Nick Bilton (2017)
The Silk Road occupies an interesting place in the history of the internet. To many it is the “dark web”, the place where people can buy contraband with cryptocurrency. (Indeed, this is basically the only real-world use case for cryptocurrencies so far.)
It’s a strange tale of someone who didn’t seek to create the world’s dark marketplace, but once he had was sucked-in to a vortex of ever-expanding crusade to support “freedom”, of that particularly libertarian kind in which no harms are admitted and no constraints regarded as valid. Ross Ulbricht also seems curiously divorced from the success of his creation, in the sense that he never spent any of the millions he made, and never seems to have much intention of doing. It’s a fascinating to ask what would have happened to him if he’d walked away (as he told his girlfriend he had) in the relatively early years.

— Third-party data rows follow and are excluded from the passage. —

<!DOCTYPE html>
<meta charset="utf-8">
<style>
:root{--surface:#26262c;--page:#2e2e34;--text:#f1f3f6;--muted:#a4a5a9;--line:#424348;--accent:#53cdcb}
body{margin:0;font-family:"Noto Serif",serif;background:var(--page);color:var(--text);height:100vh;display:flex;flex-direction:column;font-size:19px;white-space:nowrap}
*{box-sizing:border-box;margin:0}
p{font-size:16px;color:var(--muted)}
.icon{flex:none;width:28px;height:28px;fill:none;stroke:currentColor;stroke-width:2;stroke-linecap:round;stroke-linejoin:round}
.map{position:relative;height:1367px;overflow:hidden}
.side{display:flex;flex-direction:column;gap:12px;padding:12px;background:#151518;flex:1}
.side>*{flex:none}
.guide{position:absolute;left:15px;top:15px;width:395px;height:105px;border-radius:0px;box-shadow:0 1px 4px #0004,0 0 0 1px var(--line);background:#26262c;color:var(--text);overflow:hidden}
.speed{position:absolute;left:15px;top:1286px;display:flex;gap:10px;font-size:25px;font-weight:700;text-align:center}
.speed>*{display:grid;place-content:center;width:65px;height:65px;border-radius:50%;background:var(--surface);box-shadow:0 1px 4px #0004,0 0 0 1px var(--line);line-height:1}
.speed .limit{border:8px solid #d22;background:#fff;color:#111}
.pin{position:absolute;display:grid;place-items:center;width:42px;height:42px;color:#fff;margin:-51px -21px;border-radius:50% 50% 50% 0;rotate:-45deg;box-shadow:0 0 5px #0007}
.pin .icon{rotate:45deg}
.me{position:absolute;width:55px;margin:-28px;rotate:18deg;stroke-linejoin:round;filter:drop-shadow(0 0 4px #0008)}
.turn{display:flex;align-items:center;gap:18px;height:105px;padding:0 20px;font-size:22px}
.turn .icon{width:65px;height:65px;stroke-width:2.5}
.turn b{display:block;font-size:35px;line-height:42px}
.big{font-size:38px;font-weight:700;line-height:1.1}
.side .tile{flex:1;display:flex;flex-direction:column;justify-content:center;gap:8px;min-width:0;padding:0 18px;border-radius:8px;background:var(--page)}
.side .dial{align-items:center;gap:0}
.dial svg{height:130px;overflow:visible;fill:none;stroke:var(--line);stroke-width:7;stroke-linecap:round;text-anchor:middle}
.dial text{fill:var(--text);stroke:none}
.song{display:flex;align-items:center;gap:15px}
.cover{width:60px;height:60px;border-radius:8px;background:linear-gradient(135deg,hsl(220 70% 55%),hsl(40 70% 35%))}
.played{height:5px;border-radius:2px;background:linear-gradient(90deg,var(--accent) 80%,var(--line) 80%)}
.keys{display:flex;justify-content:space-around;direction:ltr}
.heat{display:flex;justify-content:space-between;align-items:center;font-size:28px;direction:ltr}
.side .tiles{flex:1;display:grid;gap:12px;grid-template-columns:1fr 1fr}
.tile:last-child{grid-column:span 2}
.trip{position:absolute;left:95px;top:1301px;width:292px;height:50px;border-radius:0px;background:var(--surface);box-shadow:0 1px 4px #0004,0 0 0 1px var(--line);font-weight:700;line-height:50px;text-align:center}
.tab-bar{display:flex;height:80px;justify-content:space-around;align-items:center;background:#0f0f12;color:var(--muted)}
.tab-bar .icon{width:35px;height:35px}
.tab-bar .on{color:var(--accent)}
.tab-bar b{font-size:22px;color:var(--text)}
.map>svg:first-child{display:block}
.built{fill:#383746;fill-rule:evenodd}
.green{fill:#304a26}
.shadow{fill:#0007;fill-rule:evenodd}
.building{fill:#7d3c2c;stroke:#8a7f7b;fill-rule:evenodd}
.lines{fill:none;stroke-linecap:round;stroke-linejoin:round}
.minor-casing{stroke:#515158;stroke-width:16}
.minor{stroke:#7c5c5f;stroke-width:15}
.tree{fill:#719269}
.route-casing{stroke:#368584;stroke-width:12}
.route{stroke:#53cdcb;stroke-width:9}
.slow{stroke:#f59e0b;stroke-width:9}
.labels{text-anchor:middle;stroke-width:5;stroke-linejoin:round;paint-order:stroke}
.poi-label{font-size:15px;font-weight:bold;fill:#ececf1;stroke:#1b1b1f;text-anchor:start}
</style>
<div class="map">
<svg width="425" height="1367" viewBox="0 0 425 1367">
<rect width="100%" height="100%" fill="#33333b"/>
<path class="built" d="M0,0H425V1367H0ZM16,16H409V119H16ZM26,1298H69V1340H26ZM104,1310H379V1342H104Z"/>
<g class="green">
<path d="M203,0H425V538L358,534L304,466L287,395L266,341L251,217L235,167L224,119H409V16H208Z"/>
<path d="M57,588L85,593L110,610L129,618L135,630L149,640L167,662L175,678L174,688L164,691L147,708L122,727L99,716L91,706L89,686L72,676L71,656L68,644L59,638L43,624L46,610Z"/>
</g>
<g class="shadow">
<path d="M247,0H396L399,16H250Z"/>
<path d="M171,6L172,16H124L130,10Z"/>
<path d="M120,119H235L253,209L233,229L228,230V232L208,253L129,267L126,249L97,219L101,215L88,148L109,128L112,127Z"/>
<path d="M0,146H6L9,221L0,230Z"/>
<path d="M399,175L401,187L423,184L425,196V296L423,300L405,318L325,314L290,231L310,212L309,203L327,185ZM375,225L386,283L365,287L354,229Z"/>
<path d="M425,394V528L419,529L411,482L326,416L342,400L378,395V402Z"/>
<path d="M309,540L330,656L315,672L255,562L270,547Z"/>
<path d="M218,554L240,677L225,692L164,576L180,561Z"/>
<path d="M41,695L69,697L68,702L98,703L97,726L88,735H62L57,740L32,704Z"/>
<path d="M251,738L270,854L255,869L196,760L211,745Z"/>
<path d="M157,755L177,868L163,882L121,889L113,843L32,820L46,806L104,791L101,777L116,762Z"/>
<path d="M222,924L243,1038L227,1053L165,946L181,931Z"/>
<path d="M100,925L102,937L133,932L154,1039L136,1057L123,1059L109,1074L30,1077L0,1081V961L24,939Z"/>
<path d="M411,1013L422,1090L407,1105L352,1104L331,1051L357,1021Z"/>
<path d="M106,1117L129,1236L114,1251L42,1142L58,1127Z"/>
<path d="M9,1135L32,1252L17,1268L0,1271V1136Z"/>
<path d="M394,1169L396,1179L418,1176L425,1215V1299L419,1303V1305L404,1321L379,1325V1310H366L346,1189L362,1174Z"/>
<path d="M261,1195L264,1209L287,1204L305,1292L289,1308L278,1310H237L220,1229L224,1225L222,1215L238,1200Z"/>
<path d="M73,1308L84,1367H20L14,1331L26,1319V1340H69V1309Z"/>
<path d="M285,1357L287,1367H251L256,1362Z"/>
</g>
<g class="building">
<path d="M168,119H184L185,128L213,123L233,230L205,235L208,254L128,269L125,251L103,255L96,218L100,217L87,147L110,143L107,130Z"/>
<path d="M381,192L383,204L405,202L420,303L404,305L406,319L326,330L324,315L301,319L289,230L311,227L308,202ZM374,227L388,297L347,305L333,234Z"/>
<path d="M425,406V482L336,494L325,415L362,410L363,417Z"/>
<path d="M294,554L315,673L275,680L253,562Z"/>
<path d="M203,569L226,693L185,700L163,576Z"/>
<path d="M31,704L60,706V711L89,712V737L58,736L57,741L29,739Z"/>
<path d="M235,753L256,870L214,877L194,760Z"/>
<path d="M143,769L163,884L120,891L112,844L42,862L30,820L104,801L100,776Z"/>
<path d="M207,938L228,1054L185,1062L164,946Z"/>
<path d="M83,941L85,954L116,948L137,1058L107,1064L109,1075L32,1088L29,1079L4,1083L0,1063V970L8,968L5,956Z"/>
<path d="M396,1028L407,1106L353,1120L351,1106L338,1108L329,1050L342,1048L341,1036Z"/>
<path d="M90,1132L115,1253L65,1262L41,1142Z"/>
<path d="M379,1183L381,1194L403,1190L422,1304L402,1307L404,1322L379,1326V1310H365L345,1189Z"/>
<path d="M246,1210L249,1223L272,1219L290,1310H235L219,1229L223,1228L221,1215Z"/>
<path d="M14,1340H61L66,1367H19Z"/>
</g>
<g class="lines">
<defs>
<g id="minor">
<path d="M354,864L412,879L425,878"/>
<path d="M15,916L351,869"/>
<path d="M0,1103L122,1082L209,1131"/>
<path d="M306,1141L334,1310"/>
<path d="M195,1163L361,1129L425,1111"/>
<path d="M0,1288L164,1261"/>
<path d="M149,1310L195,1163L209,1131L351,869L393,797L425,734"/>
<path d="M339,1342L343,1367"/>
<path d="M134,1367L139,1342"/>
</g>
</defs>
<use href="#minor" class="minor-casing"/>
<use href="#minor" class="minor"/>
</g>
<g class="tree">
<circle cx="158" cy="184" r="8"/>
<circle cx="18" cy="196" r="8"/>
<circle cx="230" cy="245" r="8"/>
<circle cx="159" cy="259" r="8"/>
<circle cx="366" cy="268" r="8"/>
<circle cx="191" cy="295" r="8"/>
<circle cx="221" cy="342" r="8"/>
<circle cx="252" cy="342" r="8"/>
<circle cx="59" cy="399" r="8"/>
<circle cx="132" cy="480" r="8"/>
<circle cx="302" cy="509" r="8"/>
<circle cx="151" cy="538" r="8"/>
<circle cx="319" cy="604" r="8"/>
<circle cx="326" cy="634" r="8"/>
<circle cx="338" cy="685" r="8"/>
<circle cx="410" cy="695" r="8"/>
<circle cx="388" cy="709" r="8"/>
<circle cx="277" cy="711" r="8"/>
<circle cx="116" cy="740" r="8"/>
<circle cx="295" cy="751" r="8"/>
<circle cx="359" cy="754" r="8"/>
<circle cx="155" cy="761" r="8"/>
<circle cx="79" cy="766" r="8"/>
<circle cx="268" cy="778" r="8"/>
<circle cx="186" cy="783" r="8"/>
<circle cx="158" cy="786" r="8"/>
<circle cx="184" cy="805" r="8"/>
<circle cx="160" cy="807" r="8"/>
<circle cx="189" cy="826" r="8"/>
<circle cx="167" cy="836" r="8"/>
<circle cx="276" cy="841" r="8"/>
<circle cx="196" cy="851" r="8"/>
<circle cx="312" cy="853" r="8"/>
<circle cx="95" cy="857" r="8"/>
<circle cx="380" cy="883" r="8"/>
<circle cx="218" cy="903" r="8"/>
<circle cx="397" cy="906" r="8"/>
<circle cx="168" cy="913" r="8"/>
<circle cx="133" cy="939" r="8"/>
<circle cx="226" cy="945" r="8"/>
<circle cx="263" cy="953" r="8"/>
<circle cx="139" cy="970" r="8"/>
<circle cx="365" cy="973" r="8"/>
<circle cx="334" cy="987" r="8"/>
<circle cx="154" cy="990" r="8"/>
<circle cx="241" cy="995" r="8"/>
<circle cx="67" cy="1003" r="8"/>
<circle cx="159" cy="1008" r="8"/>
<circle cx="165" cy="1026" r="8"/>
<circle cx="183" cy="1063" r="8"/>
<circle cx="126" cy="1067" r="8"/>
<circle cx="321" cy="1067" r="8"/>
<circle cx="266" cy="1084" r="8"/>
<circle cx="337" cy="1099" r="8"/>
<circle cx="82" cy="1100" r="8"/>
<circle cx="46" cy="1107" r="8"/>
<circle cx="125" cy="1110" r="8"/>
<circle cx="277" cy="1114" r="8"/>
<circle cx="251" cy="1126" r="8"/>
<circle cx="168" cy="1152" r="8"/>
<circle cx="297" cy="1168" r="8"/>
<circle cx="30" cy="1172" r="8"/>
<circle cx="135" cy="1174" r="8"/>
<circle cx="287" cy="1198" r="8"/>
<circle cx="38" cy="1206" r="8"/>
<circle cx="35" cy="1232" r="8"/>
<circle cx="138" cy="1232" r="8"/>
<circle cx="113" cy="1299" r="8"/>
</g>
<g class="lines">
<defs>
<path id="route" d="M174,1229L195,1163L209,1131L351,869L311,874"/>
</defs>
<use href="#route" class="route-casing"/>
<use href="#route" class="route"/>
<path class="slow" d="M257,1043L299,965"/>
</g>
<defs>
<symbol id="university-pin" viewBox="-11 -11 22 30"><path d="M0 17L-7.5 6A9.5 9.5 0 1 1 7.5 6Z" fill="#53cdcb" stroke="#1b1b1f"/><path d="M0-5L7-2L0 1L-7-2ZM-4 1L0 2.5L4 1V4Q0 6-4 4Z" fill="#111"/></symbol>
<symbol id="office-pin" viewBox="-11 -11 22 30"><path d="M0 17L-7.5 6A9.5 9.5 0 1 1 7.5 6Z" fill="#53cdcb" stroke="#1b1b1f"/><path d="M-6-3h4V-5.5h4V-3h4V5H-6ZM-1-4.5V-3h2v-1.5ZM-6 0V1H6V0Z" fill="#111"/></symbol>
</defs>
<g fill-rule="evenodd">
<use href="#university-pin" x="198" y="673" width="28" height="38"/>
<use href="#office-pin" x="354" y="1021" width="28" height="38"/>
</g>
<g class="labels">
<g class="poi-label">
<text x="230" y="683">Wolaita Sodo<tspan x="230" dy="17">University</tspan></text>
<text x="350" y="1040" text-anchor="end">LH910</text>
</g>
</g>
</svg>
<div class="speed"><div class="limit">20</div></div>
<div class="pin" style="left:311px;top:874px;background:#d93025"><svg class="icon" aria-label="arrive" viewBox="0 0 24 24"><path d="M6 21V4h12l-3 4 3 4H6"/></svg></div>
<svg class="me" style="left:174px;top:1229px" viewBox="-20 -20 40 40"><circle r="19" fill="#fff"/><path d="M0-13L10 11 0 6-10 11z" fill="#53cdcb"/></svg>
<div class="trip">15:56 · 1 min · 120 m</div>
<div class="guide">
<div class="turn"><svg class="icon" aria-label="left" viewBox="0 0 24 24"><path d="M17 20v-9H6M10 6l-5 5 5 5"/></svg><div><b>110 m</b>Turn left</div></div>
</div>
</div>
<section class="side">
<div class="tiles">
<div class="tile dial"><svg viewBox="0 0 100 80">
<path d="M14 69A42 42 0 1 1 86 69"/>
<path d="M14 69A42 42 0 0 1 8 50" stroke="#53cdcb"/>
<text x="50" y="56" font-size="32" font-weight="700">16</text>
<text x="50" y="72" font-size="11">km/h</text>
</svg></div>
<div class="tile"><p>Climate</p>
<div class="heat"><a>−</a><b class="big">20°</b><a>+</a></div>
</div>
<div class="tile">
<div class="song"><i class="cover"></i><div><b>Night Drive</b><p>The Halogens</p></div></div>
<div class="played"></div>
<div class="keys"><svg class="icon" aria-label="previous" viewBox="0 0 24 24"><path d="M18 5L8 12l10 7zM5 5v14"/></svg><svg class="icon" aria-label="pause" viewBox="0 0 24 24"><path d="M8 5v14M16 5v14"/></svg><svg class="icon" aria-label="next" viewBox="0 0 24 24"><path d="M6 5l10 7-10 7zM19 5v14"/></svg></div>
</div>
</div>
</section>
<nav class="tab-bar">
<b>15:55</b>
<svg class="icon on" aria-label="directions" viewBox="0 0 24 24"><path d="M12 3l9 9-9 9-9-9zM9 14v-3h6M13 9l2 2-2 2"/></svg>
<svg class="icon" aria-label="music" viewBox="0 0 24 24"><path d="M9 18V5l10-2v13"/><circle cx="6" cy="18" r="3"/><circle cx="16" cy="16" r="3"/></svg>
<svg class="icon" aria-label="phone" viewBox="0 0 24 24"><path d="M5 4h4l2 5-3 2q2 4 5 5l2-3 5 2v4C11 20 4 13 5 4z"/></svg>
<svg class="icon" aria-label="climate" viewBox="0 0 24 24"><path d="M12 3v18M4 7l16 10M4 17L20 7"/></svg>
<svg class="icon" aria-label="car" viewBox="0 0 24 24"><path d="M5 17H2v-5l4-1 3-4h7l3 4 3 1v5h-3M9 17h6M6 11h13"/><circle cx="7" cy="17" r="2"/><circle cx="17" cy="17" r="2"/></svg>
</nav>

There are some questions left largely unanswered, though. Does having a safe, legal, marketplace for drugs reduce harms, by removing the criminals and violence? It’s hard to say, as the Silk Road never really removed the criminals from the equation. Is a recommender system sufficient to regulate a marketplace for contraband? Is the middleman as guilty as the seller – or the buyer? Taking down the Silk Road didn’t end the dark web, and indeed it’s now a fragmented and dynamic place that’s more difficult for both law enforcement and consumers to navigate. Another thing Ulbricht never seems to have foreseen.
4/5. Finished Thursday 18 February, 2021.